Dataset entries
......
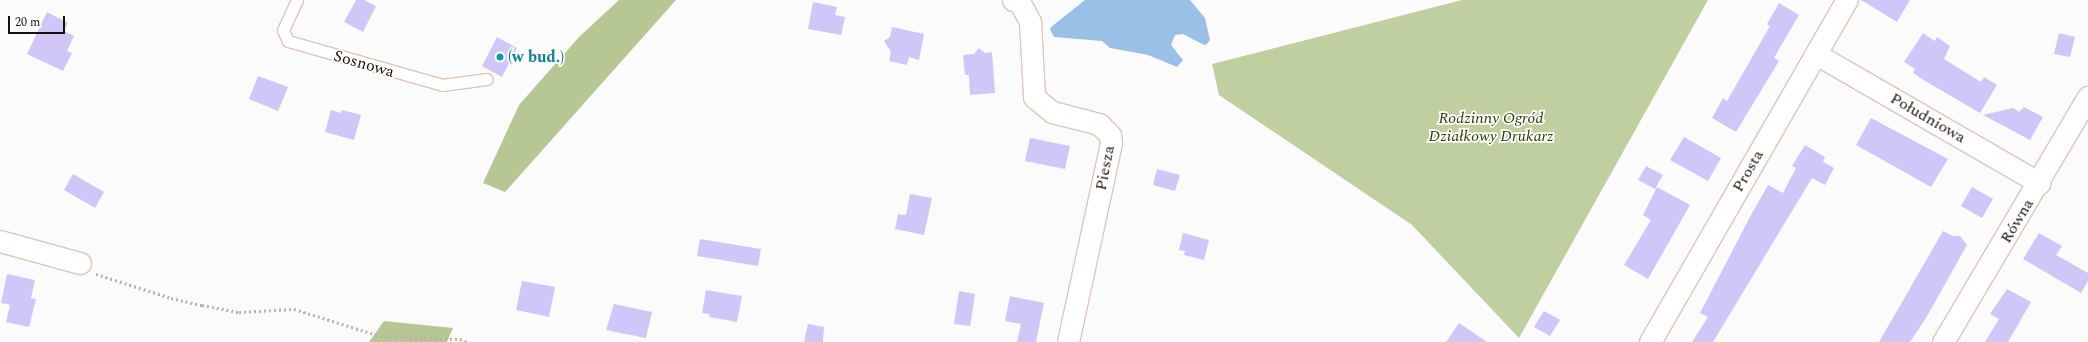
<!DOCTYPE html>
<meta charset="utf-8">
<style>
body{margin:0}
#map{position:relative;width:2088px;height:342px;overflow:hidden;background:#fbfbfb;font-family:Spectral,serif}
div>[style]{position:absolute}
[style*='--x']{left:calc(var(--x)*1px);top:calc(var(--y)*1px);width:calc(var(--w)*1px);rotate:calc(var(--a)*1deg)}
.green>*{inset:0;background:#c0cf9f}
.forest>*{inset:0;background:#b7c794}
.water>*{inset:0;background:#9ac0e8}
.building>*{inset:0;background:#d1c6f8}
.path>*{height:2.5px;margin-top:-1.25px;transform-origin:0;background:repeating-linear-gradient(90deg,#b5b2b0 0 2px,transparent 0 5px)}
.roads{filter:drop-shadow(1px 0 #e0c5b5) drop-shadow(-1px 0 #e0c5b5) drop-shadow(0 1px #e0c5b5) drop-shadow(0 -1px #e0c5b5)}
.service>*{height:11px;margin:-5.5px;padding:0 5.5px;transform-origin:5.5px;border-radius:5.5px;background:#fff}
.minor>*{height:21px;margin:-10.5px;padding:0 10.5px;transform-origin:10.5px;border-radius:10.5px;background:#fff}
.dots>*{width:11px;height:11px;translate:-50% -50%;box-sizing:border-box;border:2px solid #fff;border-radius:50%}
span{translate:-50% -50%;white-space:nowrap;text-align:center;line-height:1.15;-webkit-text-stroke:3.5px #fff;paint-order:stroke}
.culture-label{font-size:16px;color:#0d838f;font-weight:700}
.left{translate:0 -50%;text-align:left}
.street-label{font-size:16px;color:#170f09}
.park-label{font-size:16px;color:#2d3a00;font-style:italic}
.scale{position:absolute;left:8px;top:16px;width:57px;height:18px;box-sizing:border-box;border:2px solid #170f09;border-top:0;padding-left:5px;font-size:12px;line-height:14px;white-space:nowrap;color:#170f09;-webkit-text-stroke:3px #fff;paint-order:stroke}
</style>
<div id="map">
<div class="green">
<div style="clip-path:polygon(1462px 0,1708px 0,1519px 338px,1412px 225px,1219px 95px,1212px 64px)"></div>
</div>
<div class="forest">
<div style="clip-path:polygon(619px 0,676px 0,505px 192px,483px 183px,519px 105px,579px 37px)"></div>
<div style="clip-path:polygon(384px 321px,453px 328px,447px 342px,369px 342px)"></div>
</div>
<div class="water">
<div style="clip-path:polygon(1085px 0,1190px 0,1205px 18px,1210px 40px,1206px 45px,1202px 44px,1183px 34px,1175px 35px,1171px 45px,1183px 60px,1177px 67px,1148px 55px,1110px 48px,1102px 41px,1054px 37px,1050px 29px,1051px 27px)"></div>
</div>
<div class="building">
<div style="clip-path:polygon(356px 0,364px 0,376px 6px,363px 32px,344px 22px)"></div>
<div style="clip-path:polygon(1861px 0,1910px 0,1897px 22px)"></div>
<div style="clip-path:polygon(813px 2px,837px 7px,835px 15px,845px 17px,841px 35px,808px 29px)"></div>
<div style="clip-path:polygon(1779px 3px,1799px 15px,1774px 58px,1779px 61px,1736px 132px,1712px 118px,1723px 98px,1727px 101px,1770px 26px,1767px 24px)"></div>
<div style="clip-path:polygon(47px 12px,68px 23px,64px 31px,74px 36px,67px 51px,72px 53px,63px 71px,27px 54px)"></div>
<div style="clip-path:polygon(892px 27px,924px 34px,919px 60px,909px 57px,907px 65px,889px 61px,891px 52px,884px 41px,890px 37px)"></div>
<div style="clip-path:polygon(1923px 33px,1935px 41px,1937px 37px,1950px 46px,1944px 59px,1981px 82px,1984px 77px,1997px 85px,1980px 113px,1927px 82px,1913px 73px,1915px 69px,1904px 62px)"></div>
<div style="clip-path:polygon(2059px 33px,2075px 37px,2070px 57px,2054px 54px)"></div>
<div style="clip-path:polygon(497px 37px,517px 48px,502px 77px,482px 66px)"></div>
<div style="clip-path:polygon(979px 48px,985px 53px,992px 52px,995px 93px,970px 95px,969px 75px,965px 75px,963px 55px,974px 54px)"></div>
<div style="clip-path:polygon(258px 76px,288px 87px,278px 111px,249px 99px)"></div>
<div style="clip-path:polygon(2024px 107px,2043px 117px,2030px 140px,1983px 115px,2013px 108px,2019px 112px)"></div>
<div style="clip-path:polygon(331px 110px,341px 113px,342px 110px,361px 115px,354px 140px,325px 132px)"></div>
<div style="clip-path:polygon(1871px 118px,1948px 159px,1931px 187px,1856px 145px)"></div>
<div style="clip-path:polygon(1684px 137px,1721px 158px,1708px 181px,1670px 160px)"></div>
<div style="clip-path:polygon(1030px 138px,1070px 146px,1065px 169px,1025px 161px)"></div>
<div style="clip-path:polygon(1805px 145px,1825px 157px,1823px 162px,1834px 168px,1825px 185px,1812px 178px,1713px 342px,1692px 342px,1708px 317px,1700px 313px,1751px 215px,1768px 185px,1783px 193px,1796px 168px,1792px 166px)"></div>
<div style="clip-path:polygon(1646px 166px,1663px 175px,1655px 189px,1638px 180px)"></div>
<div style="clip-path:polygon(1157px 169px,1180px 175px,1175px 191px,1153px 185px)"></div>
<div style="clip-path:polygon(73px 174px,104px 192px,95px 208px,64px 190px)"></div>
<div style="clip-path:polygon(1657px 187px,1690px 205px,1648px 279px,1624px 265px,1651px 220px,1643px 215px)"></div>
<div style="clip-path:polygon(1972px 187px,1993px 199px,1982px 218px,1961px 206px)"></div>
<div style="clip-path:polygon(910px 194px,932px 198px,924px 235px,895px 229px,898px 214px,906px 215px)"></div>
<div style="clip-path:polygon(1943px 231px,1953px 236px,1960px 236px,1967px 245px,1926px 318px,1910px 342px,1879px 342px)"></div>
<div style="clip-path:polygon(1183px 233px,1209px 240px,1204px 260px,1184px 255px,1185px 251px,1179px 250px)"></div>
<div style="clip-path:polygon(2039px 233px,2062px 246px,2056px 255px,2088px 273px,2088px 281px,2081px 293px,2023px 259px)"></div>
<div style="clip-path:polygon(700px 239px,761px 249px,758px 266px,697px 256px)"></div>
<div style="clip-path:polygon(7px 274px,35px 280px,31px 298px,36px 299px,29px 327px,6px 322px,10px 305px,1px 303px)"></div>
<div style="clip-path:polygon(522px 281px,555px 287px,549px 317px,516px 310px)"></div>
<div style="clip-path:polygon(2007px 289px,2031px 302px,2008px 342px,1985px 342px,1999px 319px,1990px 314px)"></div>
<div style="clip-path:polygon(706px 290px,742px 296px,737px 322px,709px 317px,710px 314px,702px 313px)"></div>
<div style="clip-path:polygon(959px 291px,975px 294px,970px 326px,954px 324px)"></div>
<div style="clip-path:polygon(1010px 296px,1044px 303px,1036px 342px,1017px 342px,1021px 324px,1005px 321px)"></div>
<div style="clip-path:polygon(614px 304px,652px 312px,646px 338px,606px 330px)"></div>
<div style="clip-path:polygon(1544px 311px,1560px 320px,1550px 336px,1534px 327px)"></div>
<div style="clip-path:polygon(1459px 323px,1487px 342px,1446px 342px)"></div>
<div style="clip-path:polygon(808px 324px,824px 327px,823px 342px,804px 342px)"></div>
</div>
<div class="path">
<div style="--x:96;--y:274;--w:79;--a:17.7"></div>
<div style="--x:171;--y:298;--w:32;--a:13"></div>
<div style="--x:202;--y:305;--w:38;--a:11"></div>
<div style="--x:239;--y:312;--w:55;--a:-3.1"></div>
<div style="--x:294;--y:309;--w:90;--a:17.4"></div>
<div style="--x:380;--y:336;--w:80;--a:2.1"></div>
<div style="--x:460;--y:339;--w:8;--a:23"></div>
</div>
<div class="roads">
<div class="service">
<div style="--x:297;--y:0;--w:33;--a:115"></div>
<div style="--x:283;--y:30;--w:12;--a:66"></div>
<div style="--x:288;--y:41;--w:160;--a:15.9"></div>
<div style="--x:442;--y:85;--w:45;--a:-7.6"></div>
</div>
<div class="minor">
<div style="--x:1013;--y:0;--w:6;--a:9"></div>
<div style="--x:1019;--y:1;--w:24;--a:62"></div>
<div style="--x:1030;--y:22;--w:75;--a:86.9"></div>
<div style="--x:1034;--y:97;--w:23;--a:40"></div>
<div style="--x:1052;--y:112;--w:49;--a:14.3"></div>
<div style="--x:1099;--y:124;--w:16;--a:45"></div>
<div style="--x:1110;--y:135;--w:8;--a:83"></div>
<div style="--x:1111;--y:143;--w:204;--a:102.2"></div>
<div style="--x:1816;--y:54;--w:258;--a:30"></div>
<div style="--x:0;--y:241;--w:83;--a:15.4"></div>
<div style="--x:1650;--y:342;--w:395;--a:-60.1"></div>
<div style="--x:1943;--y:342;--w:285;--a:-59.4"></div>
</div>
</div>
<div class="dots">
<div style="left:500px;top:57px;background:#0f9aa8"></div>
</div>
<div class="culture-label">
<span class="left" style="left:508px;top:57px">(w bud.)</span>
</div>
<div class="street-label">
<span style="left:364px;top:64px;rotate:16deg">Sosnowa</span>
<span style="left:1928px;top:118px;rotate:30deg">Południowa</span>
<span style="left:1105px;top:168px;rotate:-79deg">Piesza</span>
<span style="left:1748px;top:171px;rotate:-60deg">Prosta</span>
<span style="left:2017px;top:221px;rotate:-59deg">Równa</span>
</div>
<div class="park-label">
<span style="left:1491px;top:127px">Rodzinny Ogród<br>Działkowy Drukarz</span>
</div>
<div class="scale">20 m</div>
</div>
......
Task: All lines above that include the word "building" must be copied into the answer.

Output for this exercise:
.building>*{inset:0;background:#d1c6f8}
<div class="building">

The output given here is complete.